SOBRE OS DIREITOS DOS BOLSEIROS
A figura do bolseiro é, em todos os países desenvolvidos, um esteio do sistema de produção de ciência. Na lógica da formação de recursos humanos, o bolseiro é um aluno que os cidadãos sustentam, através dos seus impostos, na expectativa que depois, durante a sua vida activa, o valor retornado pelo bolseiro seja superior ao valor investido na sua formação.
Repita-se: na lógica da formação de recursos humanos e num cenário de país fechado.
Mas na lógica da produção de ciência, um bolseiro é um indivíduo que, em troco da sua formação, devolve ao país ou entidade financiadora um valor muito superior à bolsa, em virtude do trabalho que desenvolve enquanto bolseiro.
Sublinhe-se: este modelo admite um país aberto a estrangeiros e na lógica de produção de conhecimento.

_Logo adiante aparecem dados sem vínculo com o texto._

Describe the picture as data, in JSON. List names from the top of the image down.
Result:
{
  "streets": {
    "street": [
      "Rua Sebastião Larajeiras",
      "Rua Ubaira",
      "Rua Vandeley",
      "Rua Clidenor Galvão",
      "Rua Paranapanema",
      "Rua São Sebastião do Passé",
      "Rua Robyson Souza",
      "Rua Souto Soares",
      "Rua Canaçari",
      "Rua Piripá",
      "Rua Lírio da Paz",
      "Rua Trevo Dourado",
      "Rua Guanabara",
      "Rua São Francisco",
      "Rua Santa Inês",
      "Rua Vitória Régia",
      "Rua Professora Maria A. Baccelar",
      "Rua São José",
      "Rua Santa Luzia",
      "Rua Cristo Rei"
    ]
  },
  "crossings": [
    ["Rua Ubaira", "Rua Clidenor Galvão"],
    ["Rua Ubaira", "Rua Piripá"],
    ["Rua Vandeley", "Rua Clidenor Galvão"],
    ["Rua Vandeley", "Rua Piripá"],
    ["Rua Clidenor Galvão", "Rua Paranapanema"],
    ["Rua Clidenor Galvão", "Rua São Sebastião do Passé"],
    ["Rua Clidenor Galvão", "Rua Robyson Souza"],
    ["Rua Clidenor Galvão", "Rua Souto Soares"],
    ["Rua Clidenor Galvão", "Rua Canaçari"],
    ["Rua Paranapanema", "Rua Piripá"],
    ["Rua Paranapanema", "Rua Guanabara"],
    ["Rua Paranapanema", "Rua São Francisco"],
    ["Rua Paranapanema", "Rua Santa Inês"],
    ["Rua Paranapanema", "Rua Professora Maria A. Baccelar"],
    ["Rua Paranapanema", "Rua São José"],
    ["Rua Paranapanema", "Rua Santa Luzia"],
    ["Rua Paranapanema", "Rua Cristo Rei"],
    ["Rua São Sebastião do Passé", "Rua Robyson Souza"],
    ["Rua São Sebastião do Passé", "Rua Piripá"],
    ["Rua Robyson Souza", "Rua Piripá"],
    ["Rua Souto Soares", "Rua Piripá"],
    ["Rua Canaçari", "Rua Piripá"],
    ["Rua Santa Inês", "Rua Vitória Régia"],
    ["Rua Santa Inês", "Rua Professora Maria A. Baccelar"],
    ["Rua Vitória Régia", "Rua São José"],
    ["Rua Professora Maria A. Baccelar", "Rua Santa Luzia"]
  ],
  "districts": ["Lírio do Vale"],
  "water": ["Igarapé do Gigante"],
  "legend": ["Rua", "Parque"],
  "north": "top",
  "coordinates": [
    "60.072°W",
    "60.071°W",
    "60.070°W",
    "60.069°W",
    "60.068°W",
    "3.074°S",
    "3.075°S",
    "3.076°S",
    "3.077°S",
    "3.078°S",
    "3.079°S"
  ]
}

A universidade portuguesa está, a pouco e pouco, a mudar de paradigma. O clássico era ver a pós-graduação como a produção de recursos humanos – o actual é interpretá-la como a produção de ciência (leia-se conhecimento, leia-se transferência de tecnologia).

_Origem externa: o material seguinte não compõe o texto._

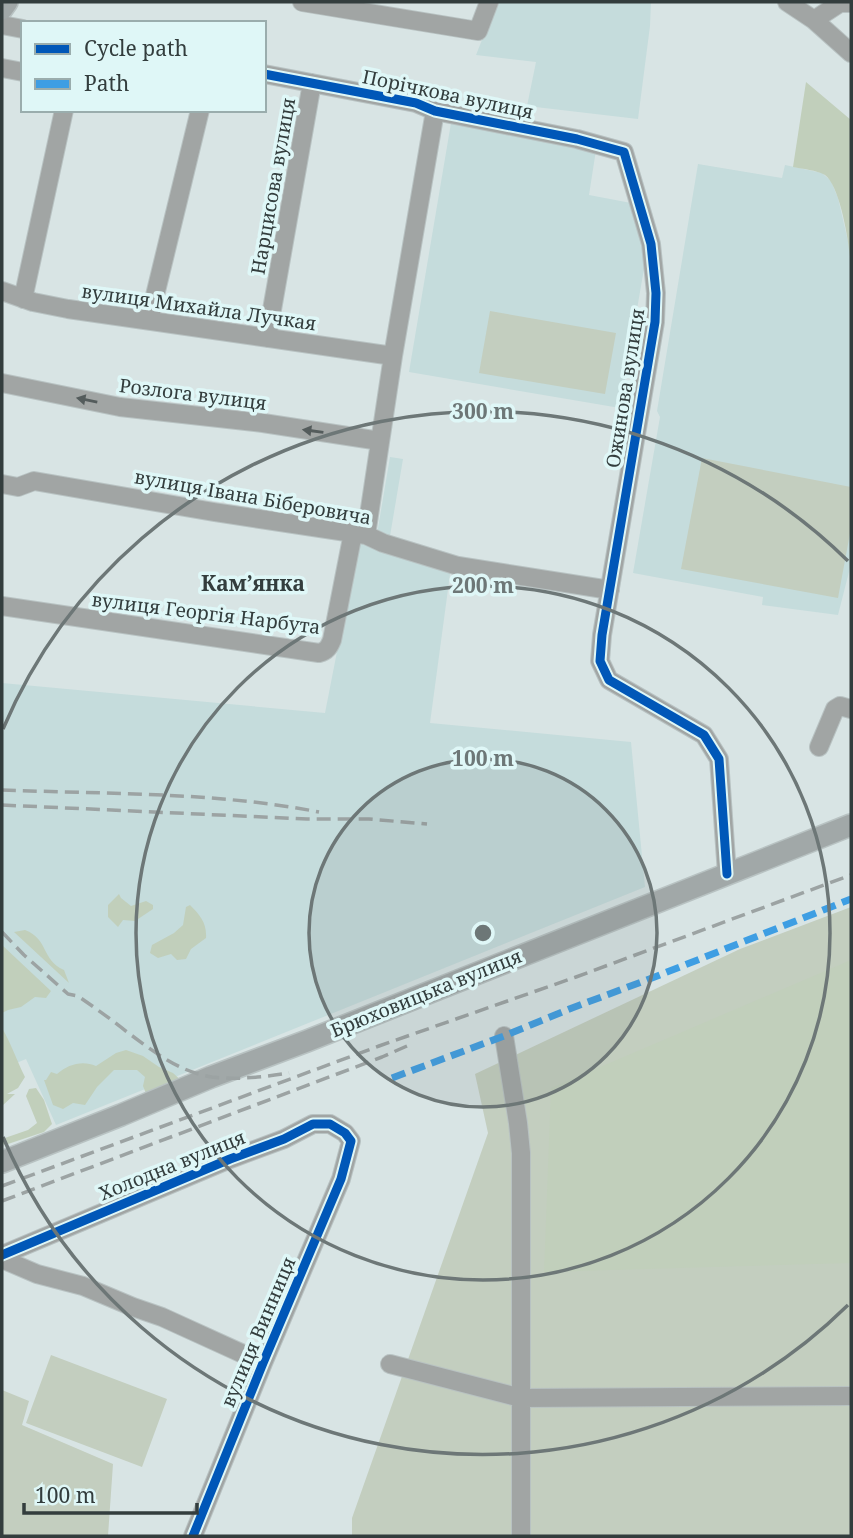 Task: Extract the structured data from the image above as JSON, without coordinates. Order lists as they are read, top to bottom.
{
  "streets": {
    "main road": ["Брюховицька вулиця"],
    "street": [
      "Порічкова вулиця",
      "Нарцисова вулиця",
      "вулиця Михайла Лучкая",
      "Ожинова вулиця",
      "Розлога вулиця",
      "вулиця Івана Біберовича",
      "вулиця Георгія Нарбута",
      "Холодна вулиця",
      "вулиця Винниця"
    ]
  },
  "crossings": [
    ["Порічкова вулиця", "Нарцисова вулиця"],
    ["Порічкова вулиця", "Ожинова вулиця"],
    ["Нарцисова вулиця", "вулиця Михайла Лучкая"],
    ["Ожинова вулиця", "вулиця Івана Біберовича"],
    ["вулиця Івана Біберовича", "вулиця Георгія Нарбута"],
    ["Холодна вулиця", "вулиця Винниця"]
  ],
  "one_way": ["Розлога вулиця"],
  "districts": ["Кам’янка"],
  "legend": ["Cycle path", "Path"],
  "scale_bar": "100 m",
  "rings": ["300 m", "200 m", "100 m"]
} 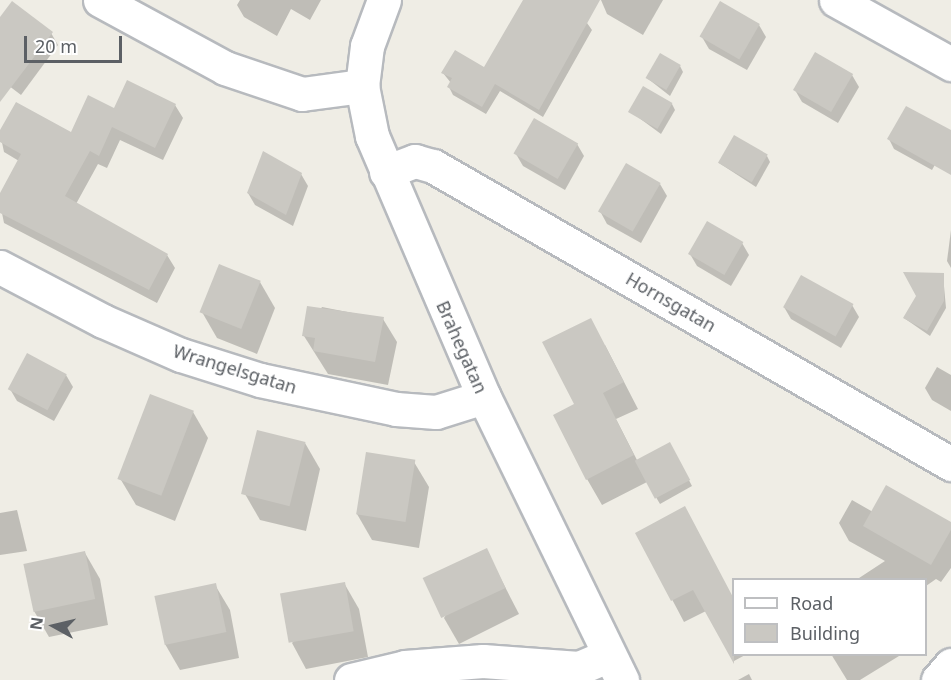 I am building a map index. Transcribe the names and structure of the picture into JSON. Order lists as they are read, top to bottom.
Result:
{
  "streets": {
    "street": ["Hornsgatan", "Brahegatan", "Wrangelsgatan"]
  },
  "crossings": [
    ["Hornsgatan", "Brahegatan"],
    ["Brahegatan", "Wrangelsgatan"]
  ],
  "legend": ["Road", "Building"],
  "scale_bar": "20 m",
  "north": "left"
}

Por isso, os países desenvolvidos apostam em programas de bolsas. A bolsa estabelece um vínculo mais precário do que o contrato de trabalho entre bolseiro e entidade concedente. A lógica da bolsa é que é um apoio da sociedade para a formação do indivíduo, não é uma lógica laboral. Mas, dada a alteração do paradigma, impõe-se uma reflexão sobre as responsabilidades de quem alberga bolseiros e compõe a sua actividade com contributo destes.
Na verdade, os custos das instituições de investigação científica, no acolhimento de bolseiros, ultrapassam e muito o valor monetário das bolsas. Uma instituição como o INESC Porto, ao receber bolseiros, está a investir muito mais do que a remuneração mensal do bolseiro: em equipamentos, em posto de trabalho, em serviços de rede, em apoios de comunicação, em serviço jurídico, em direcção estratégica e no custo da supervisão.

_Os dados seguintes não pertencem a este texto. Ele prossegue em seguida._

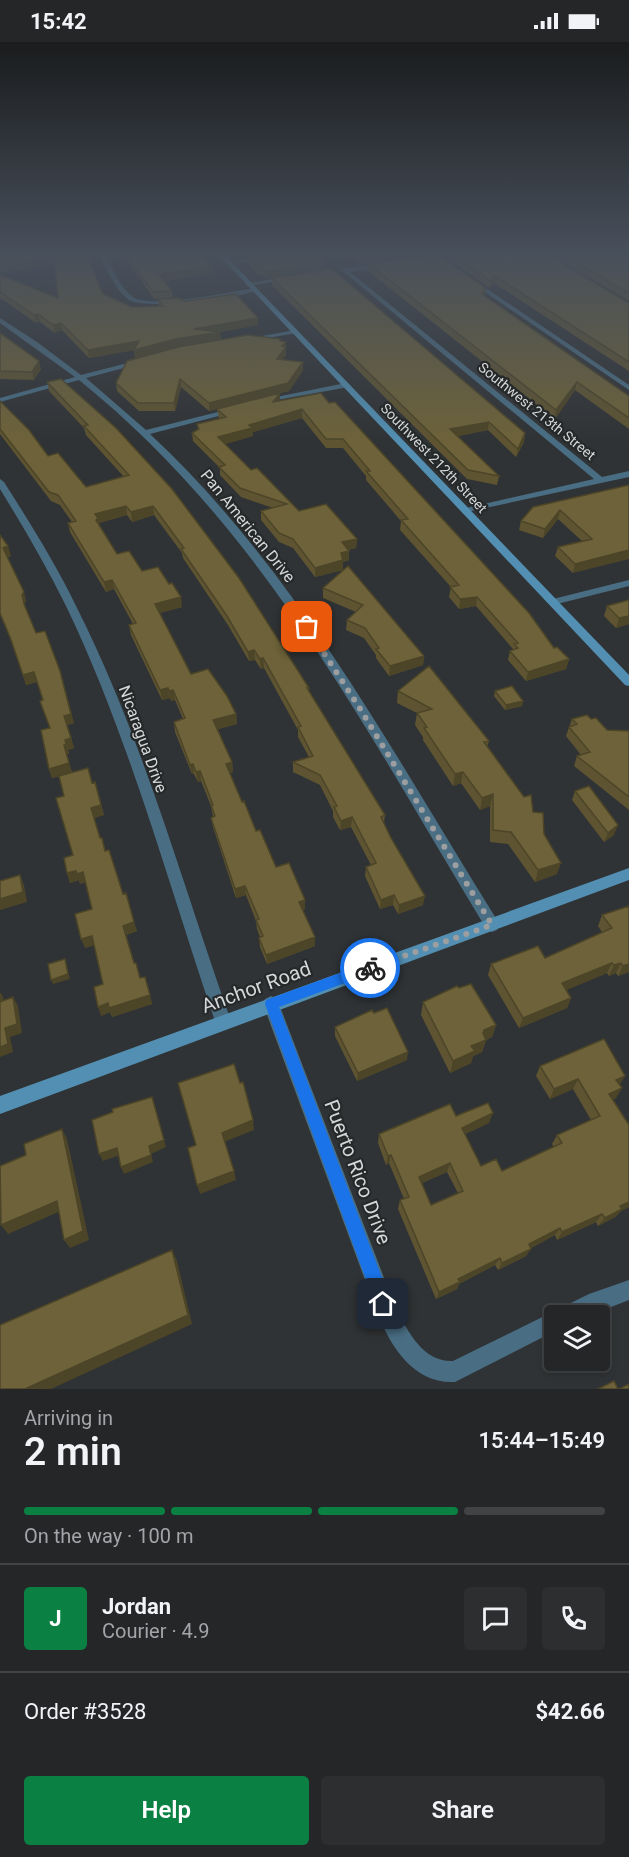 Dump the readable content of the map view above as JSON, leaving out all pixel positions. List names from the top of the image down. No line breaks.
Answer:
{"streets":{"street":["Southwest 213th Street","Southwest 212th Street","Pan American Drive","Nicaragua Drive","Anchor Road","Puerto Rico Drive"]},"crossings":[["Pan American Drive","Anchor Road"],["Nicaragua Drive","Anchor Road"],["Anchor Road","Puerto Rico Drive"]],"page":{"status":"15:42","heading":["2 min","Arriving in","15:44–15:49"],"panel":["Jordan","Courier · 4.9","Order #3528","$42.66"],"bar":"On the way · 100 m","round":"J","buttons":["Help","Share"]}}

Isto só é sustentável se o bolseiro, pelo seu labor, acrescentar valor à instituição. Uma bolsa não é um contrato de trabalho mas é um compromisso de trabalho. Não confere direitos laborais mas exige uma justa retribuição ou compensação pela precariedade que implica.
O movimento de bolseiros que pretende reduzir o estatuto de bolseiro ao de assalariado assenta em premissas que, a serem cumpridas, arruinariam a própria investigação e criariam mais um estrato semi-fóssil de funcionários públicos ou para-públicos, no pior que conhecemos desse tipo de organização. Não é desejável que se forme uma classe de investigadores que o são apenas porque o são.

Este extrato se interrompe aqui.